Here is one of my stories: A few years ago, I was attending the NFL league meetings, which is not always the easiest place to be a female reporter. I was eating dinner alone at the hotel bar one night, and there was a man sitting next to me who was a bit intoxicated. As I waited for my meal, I was growing more uncomfortable in the conversation. Banks was sitting on the other side of the bar and soon could tell that something wasn’t right. He walked over and asked if I was ready to leave, making it sound like we were both scheduled to meet someone that evening. We ended up walking to a restaurant in a different part of the hotel. I was so thankful for how considerate he was, not only to realize that something was off but also to help me leave quickly and discreetly.
And one more: When Banks was caught up in a wave of layoffs at Sports Illustrated in 2016 (his final Snap Judgments column for SI is filled with stories from his time on the job), I sent him an email, expressing my dismay to no longer be teammates with him. He replied with a note not lamenting his situation, but rather encouraging me. He reminded me not to let myself get too stressed out. “It’s only a job,” he wrote. “Not who you are.”

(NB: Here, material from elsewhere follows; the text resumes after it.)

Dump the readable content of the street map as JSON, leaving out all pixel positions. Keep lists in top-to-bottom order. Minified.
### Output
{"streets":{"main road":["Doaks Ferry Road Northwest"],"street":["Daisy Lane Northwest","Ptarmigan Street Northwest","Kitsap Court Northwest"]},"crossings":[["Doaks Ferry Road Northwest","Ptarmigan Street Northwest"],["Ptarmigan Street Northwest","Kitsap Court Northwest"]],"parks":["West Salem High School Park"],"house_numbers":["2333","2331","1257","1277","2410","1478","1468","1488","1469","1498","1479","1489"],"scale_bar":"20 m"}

The last three years, Banks worked harder than he ever had to keep going at the job he loved. He talked about his wife, Alissa, going through a similar challenge in her career the year before, and how much she was helping him get through it. He continued to write about the league for NFL.com, Bleacher Report, Patriots.com and The Athletic. Then, this summer, the Review-Journal called.

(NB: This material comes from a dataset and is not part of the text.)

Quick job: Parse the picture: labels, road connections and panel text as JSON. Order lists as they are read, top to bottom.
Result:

“He wasn’t going to give up, but it was tough,” King says. “The last two weeks are the happiest I heard him in years. He was so thrilled, utterly excited and he was back to being the guy I talked to three or four times a week about story ideas. He was euphoric.”
Banks’s first article for the Review-Journal was published the afternoon before he died. It was typical of his work: reporting and insight you couldn’t get anywhere else.

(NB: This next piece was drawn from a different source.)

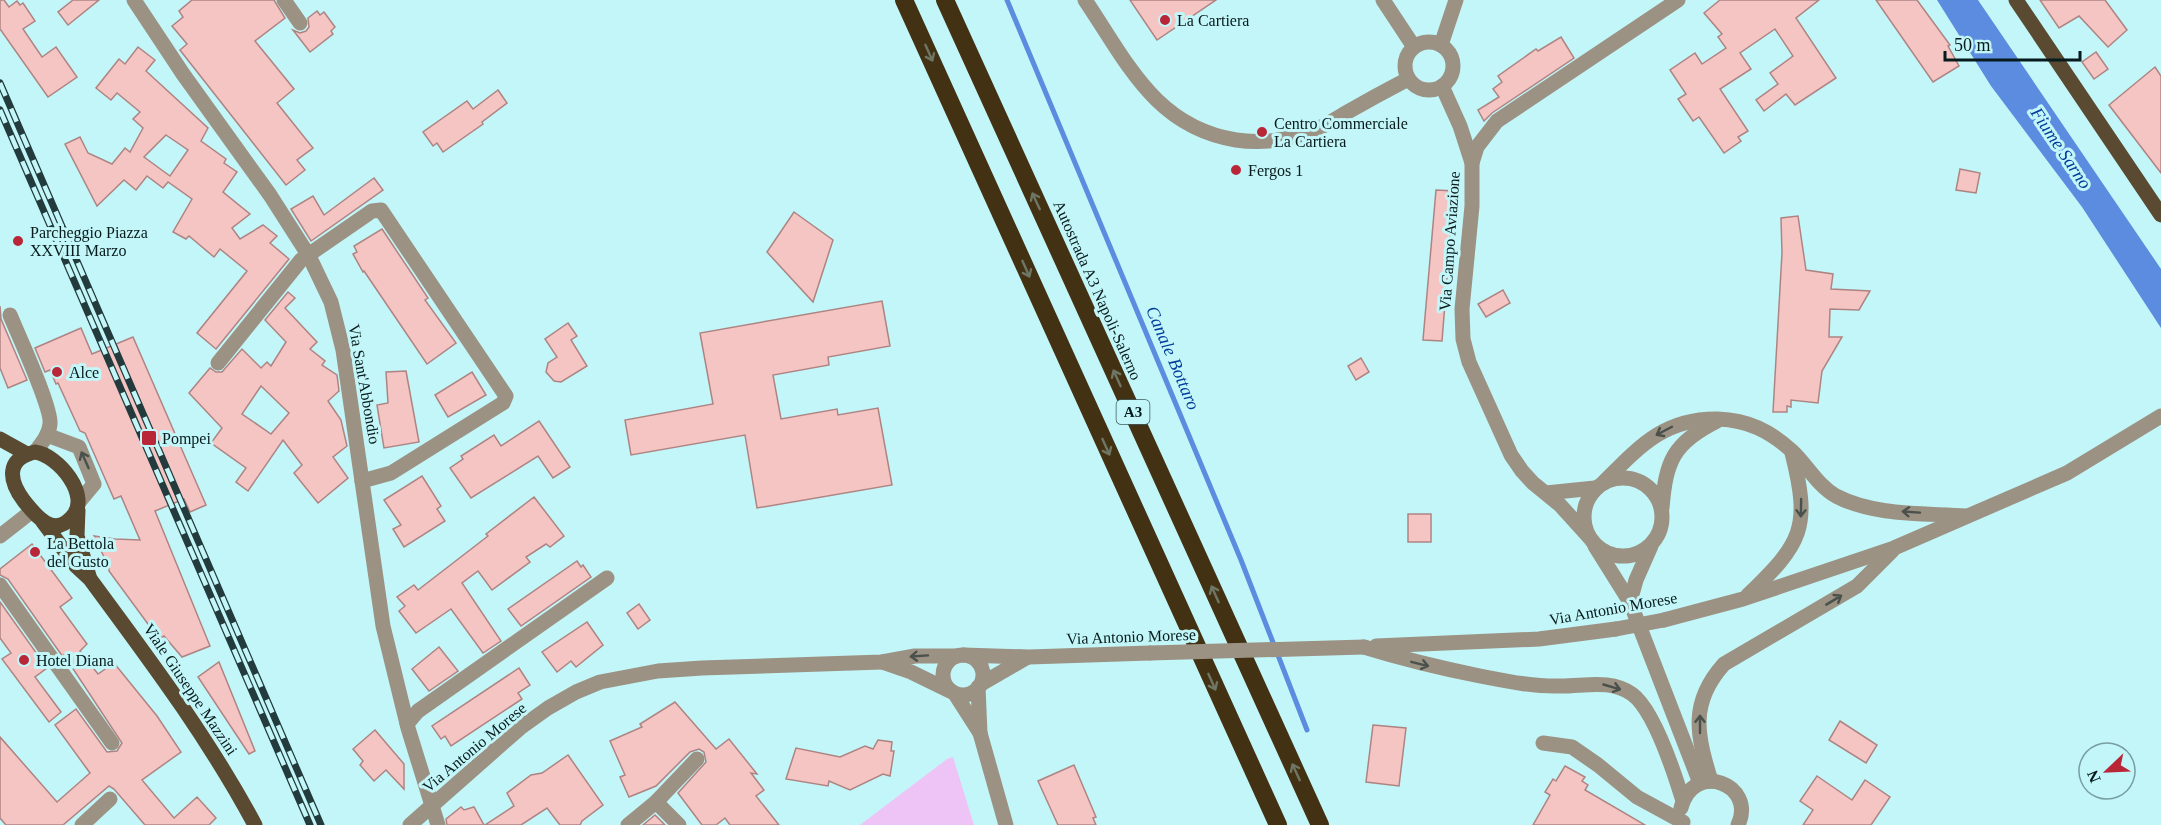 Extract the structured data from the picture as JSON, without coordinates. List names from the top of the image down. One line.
{"streets":{"highway":["Autostrada A3 Napoli-Salerno","A3"],"main road":["Viale Giuseppe Mazzini"],"street":["Via Campo Aviazione","Via Sant'Abbondio","Via Antonio Morese"]},"crossings":[["Via Sant'Abbondio","Via Antonio Morese"]],"water":["Fiume Sarno","Canale Bottaro"],"places":{"other":["La Cartiera","Centro Commerciale La Cartiera","Fergos 1","Parcheggio Piazza XXVIII Marzo","Alce","La Bettola del Gusto","Hotel Diana"],"transit":["Pompei"]},"scale_bar":"50 m","north":"bottom left"}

In Canton, Banks was not only covering the Hall of Fame ceremonies—he was also celebrating one of his closest friends, L.A. Times NFL columnist Sam Farmer, who was inducted into the Hall's writer's wing this weekend. This is who Banks was throughout his career, both a trusted scribe and a supportive friend and colleague, in a business where so many are neither. The respect you hear for Banks echoing around the NFL and among journalists is for not just how well he did his job, but for who he was while doing it.